メーデーのひと時を楽しく過ごす平壌市民(1日、牡丹峰で) [朝鮮中央通信=朝鮮通信]

 5月に入って「150日戦闘」が本格的に始まった。国内のあらゆる単位がそれぞれの分野に沿った目標を掲げている。労働新聞4日付社説によると、「150日戦闘」の目的は今年中に強盛大国建設における「確固たる展望」を開くことにあるという。

 朝鮮では「戦闘」という語句を、軍事的な意味とは別に特定の目的を果たすために繰り広げるキャンペーンを指す場合にも用いる。
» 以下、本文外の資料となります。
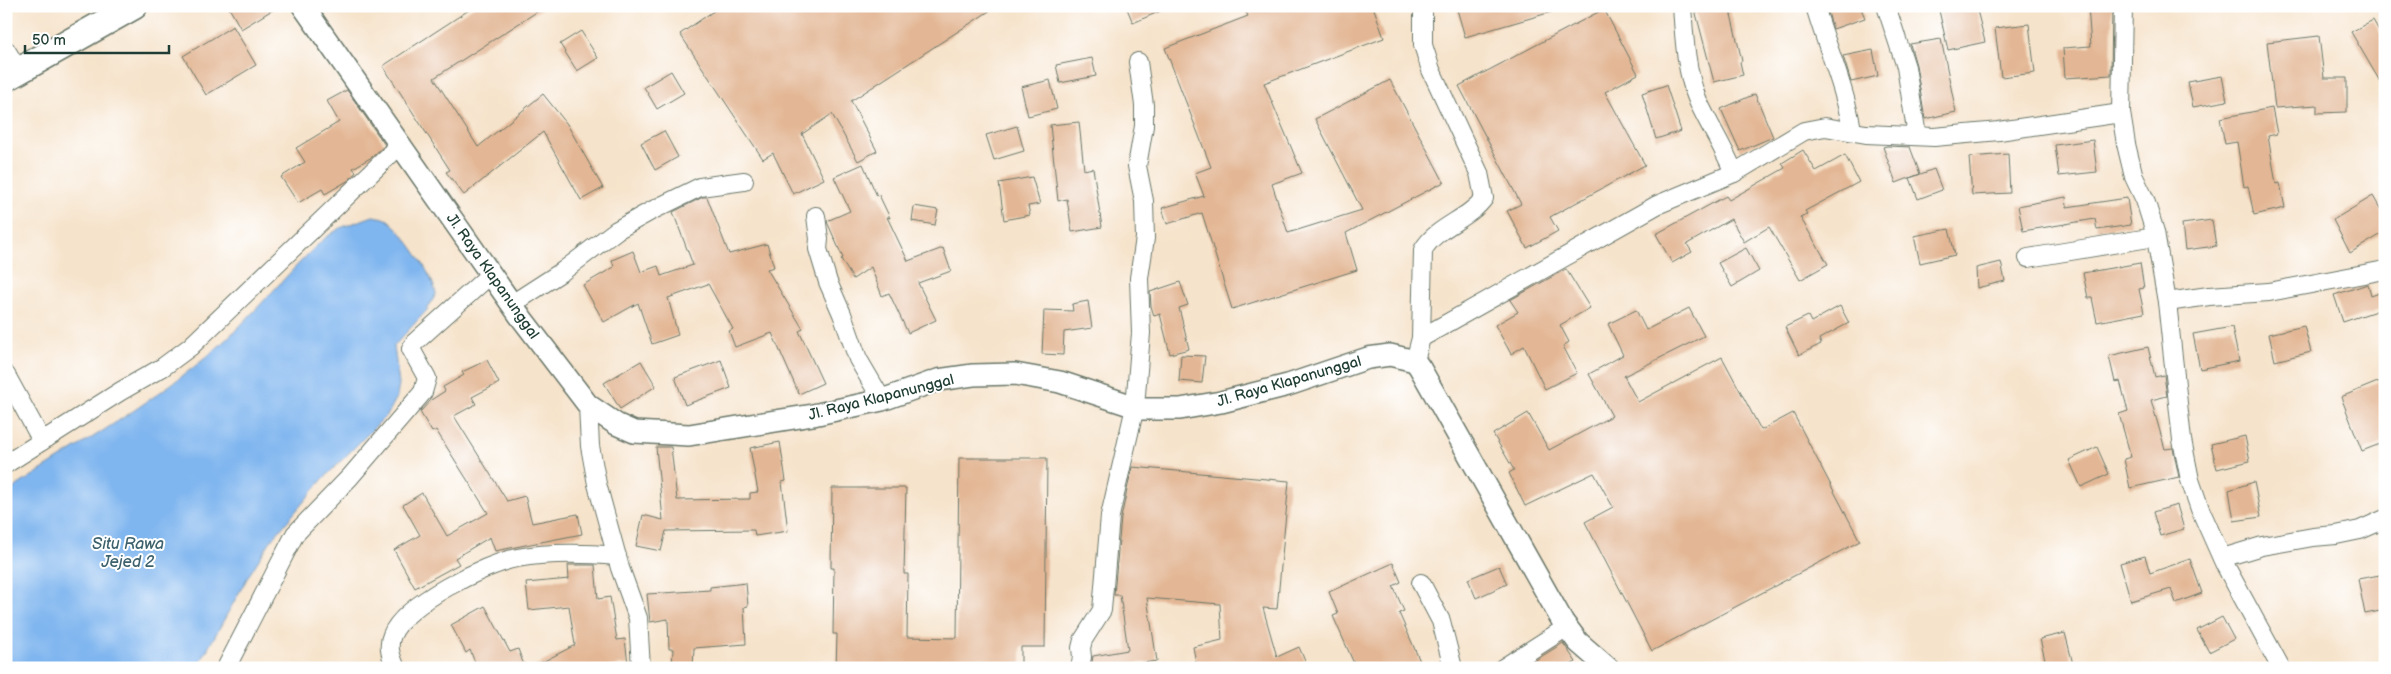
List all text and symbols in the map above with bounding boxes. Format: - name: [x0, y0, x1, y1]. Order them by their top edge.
- scale bar: [25, 22, 169, 54]
- text: 50 m: [32, 31, 66, 50]
- street label: Jl. Raya Klapanunggal: [442, 210, 543, 343]
- street label: Jl. Raya Klapanunggal: [1215, 352, 1364, 411]
- street label: Jl. Raya Klapanunggal: [806, 370, 956, 425]
- water label: Situ Rawa Jejed 2: [92, 535, 164, 572]

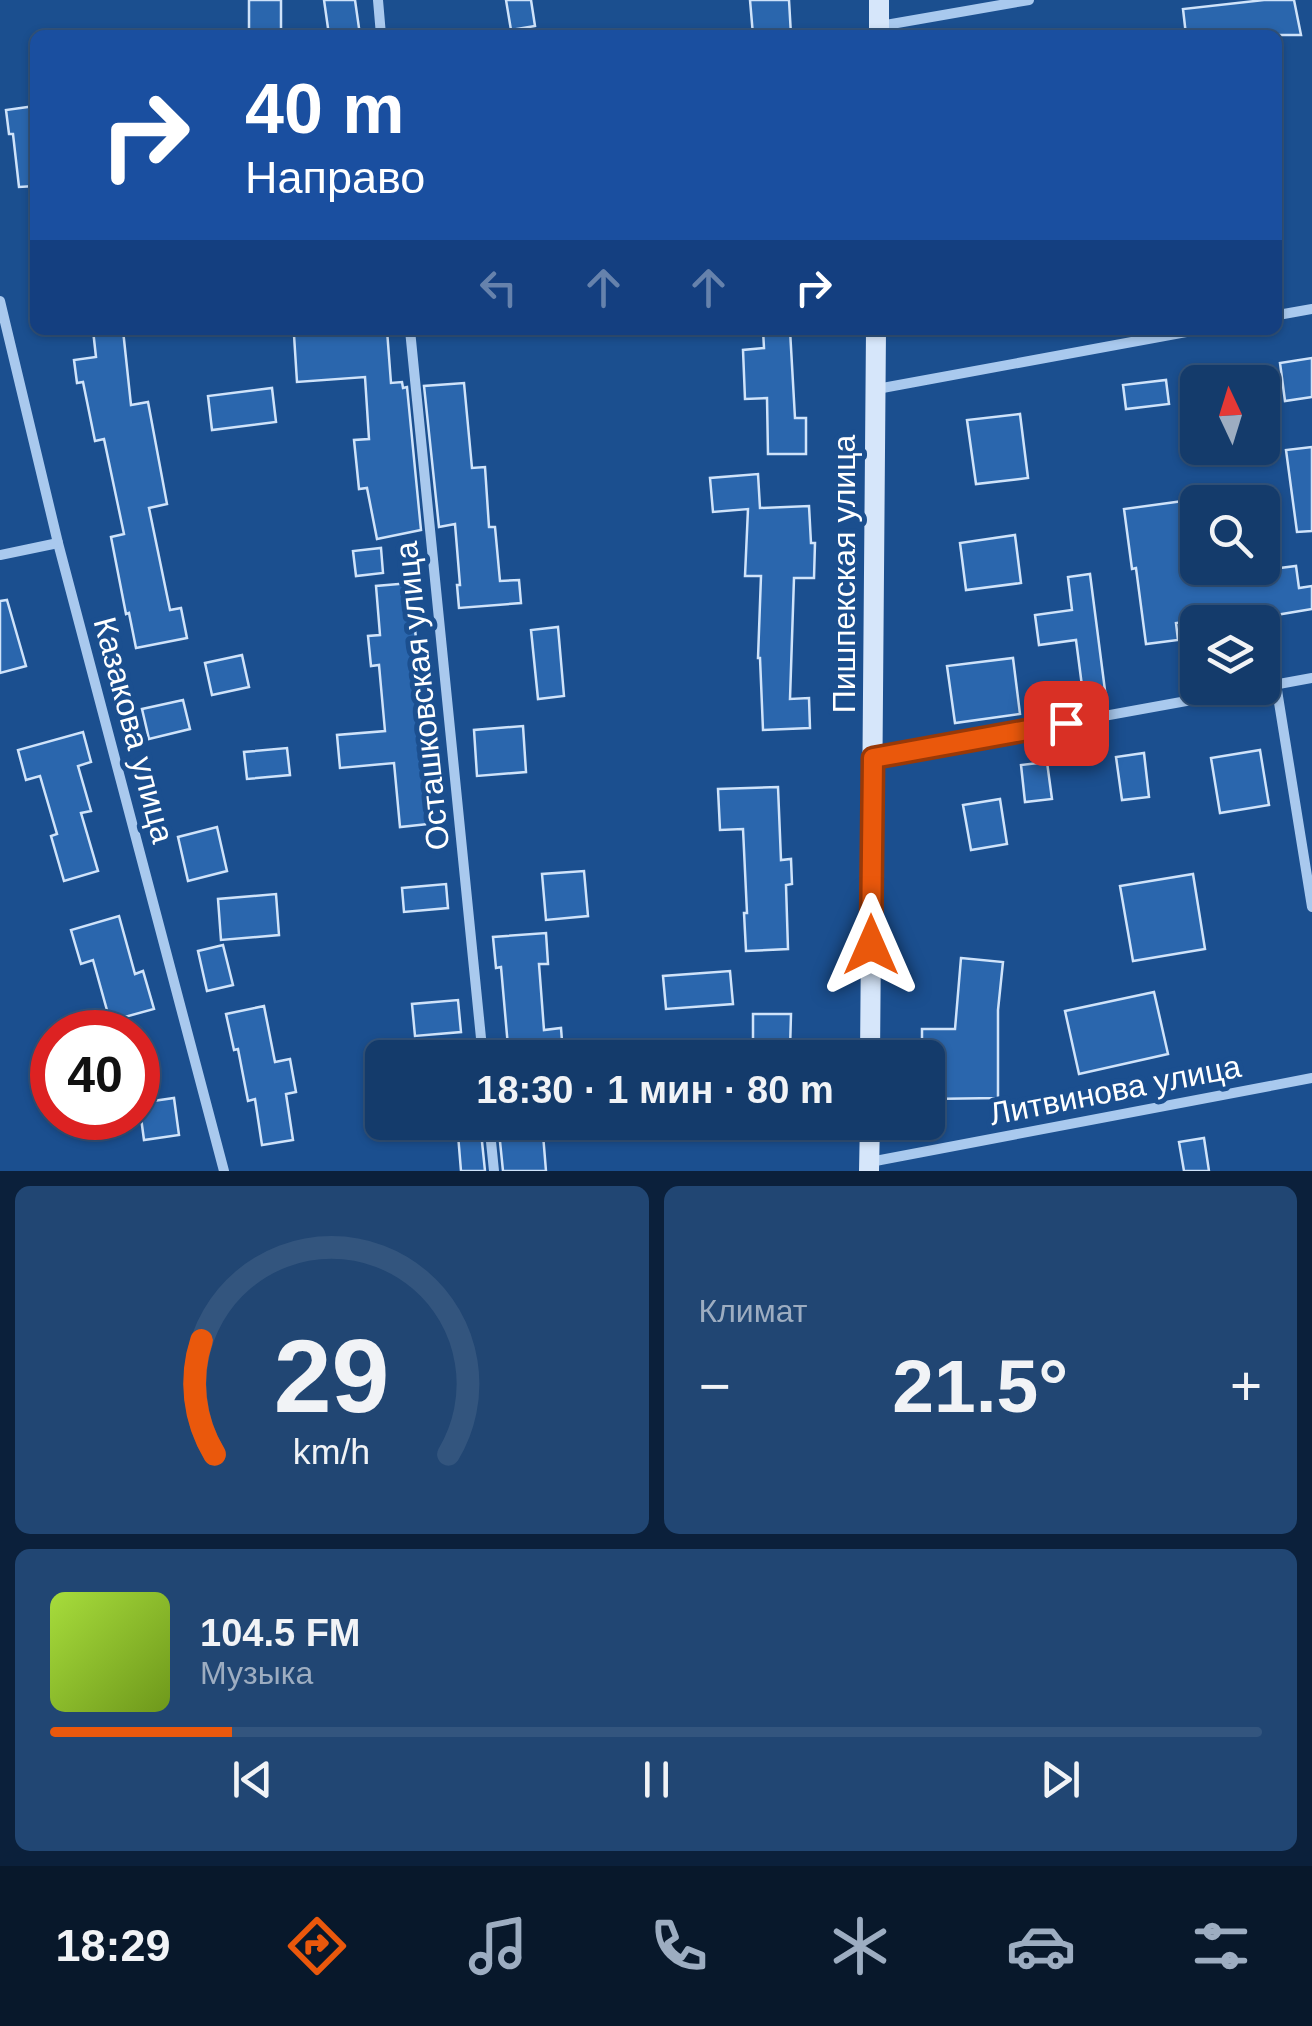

朝鮮は過去にも70年代に「70日戦闘」や「100日戦闘」、80年代に「200日戦闘」などの集中キャンペーンを繰り広げ、政治・経済的目的を達成してきた。

 全国的に「150日戦闘」への奮起を呼びかける最大のきっかけとなったのが、メーデーに際して行われた一連の行事だった。

 金正日総書記は1日、千里馬製鋼連合企業所、黄海製鉄連合企業所、安州地区炭鉱連合企業所、載寧鉱山、殷栗鉱山などの地方から金属工業部門と関連企業の労働者1万5000人を平壌に呼び寄せた。そして、功勲国家合唱団の慶祝公演(1日)や革命歌劇「花を売る乙女」(2日)をともに観覧。労働者たちのために大規模な祝砲夜会や国家的な宴会(ともに1日)も催した。

 最高人民会議常任委員会の金永南委員長は宴会での演説で、このような配慮は参加者たちが「2012年に強盛大国の大門を開くための総攻撃戦で先鋒隊となり、新たな飛躍を巻き起こすことを願う総書記の大きな期待が込められている」と強調した。

 行事に参加した1万5000人の労働者全員に、タバコ、酒、菓子類が土産として用意されたという。

 現場の労働者は「150日戦闘」について、その意義を強調している。彼らは「今年の実績いかんが2012年までの残りの期間を左右する」と声をそろえる。

 金属工業部門の多くは2012年までに過去最高生産年度の実績を突破することが課題として提起されている。メーデー行事に参加した黄海製鉄連合企業所のラ・スンナム副支配人は、「総書記の姿を間近で見て、労働者たちは必ず生産で実績を上げなければと固く決意した」と話す。

「感動の連続」

 5月初旬の大型連休をはさんで、関西方面から3つの日本人グループ(日朝友好歴史考古学交流京都代表団、「文化・学術・市民交流を促進する日朝友好京都ネット」設立記念訪朝団、「日朝友好なにわの翼」代表団)が朝鮮を訪れた。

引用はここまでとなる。